Anthony Veasna So, writer, died on December 8, 2020, at age 28. A first-generation Khmer-American, he was born in Stockton, California, to parents who had survived Cambodia’s killing fields and met after being resettled in the U.S. After graduating from Stanford, he earned an MFA in creative writing from Syracuse U., winning a number of awards for his writing. The author of Afterparties (2021), a collection of nine short stories set in the Cambodian-American communities in the Central Valley, he was also a visual artist, specializing in collage. Prior to his death, he was working on a novel, Straight Thru Cambotown, about three Khmer-American cousins, one of whom is a pansexual rapper. He is survived by his partner, Alex Torres.

 

Dean P. Wrzeszcz, writer, died on April 3, 2020, at age 62. Born in Erie, Pennsylvania, he was active in theater at his high school, and at Mercyhurst U. in Erie, where he studied ballet, tap, jazz dance, and voice.
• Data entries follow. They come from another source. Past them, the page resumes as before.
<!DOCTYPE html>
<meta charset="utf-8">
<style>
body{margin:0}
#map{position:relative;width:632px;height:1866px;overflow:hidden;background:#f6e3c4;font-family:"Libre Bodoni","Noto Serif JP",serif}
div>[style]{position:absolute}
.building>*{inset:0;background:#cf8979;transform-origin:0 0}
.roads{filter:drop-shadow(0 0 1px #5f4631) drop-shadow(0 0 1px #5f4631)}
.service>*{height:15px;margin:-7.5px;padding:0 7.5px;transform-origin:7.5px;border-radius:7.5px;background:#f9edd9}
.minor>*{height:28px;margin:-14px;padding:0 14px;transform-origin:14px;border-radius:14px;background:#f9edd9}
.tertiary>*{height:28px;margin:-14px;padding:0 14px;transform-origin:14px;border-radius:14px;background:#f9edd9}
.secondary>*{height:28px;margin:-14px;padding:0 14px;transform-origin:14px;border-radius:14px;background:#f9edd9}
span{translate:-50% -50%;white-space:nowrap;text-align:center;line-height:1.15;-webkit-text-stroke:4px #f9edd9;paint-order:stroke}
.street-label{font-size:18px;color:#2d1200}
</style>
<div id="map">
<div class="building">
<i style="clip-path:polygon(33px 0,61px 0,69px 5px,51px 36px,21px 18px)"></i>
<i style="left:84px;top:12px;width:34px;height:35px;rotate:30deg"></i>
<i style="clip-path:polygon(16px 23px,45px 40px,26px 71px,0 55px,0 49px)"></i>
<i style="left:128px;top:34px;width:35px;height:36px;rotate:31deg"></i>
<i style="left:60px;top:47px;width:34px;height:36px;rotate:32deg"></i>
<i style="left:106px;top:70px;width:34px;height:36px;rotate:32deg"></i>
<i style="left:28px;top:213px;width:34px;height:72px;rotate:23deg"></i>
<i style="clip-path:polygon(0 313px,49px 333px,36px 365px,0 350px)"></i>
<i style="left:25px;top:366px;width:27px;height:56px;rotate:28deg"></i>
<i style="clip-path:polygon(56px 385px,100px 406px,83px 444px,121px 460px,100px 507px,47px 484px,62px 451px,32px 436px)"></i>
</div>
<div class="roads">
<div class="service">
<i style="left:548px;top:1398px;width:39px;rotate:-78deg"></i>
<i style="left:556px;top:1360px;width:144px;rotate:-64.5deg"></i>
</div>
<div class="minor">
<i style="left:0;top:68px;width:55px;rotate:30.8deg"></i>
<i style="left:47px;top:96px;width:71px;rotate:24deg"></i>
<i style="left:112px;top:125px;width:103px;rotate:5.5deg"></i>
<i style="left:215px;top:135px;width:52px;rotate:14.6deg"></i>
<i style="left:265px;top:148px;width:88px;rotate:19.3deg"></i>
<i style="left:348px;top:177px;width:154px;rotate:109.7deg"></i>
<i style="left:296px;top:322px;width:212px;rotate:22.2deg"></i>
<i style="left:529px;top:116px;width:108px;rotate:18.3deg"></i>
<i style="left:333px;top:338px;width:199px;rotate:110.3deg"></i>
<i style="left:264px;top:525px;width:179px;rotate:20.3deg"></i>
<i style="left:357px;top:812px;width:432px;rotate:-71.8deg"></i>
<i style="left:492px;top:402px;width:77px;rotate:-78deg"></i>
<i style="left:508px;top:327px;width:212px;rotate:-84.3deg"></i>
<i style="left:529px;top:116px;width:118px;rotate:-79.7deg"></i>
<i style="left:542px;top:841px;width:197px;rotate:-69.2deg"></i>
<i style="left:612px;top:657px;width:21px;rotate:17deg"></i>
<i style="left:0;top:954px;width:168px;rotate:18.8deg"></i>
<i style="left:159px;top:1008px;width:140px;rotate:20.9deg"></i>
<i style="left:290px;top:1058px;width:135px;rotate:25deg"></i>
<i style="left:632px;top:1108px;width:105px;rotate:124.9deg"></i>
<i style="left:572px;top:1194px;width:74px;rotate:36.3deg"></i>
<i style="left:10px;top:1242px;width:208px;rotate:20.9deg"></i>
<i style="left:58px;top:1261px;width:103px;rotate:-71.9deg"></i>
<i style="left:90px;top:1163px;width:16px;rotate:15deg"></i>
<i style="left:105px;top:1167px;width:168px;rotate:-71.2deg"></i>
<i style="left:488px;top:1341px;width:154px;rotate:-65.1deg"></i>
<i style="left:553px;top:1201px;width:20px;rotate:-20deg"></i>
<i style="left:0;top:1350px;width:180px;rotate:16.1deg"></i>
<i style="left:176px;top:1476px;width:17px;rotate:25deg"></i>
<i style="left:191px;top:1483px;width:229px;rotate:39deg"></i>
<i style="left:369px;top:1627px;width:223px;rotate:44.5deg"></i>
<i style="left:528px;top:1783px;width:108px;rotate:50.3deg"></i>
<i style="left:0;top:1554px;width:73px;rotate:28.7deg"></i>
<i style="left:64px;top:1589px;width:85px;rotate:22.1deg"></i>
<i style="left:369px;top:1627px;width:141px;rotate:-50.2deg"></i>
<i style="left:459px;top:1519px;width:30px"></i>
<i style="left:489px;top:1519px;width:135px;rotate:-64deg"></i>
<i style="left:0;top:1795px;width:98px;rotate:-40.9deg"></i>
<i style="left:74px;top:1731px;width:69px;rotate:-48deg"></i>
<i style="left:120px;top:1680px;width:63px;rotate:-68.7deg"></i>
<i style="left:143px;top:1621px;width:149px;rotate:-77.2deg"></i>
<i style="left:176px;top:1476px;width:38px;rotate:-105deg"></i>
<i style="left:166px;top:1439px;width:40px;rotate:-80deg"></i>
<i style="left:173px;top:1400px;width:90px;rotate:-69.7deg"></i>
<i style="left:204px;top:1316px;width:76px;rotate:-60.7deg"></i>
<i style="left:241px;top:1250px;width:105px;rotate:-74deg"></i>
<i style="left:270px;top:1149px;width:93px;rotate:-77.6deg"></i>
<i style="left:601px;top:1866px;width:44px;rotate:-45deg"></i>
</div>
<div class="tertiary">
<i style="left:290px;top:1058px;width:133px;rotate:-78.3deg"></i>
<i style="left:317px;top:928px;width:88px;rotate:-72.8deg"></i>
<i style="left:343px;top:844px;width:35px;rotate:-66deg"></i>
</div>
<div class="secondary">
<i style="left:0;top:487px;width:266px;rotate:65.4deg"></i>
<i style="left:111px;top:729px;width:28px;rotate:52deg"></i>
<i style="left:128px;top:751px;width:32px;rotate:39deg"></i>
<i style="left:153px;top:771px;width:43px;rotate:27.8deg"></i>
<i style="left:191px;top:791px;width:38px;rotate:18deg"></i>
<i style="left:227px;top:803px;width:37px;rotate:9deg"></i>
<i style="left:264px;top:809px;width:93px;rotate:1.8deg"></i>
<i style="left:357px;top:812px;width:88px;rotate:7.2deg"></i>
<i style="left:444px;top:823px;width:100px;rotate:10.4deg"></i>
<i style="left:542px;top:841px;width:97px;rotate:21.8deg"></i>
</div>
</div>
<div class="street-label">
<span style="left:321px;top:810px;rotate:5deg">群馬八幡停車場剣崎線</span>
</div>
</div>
He worked in summer stock as stage manager for the Ohio Kenley Players and later moved to New York, where he studied acting and worked Off-Broadway and in TV, using the more pronounceable name “Dean Resh.” After being diagnosed with AIDS, he moved to San Francisco where he lived for most of the 1980s. He later returned to New York, writing for Gay City News, freelancing (including three book reviews for this magazine), and performing. At the time of his death, he was working on a collection of short stories.

 

 

Martha E. Stone is the literary editor of this magazine.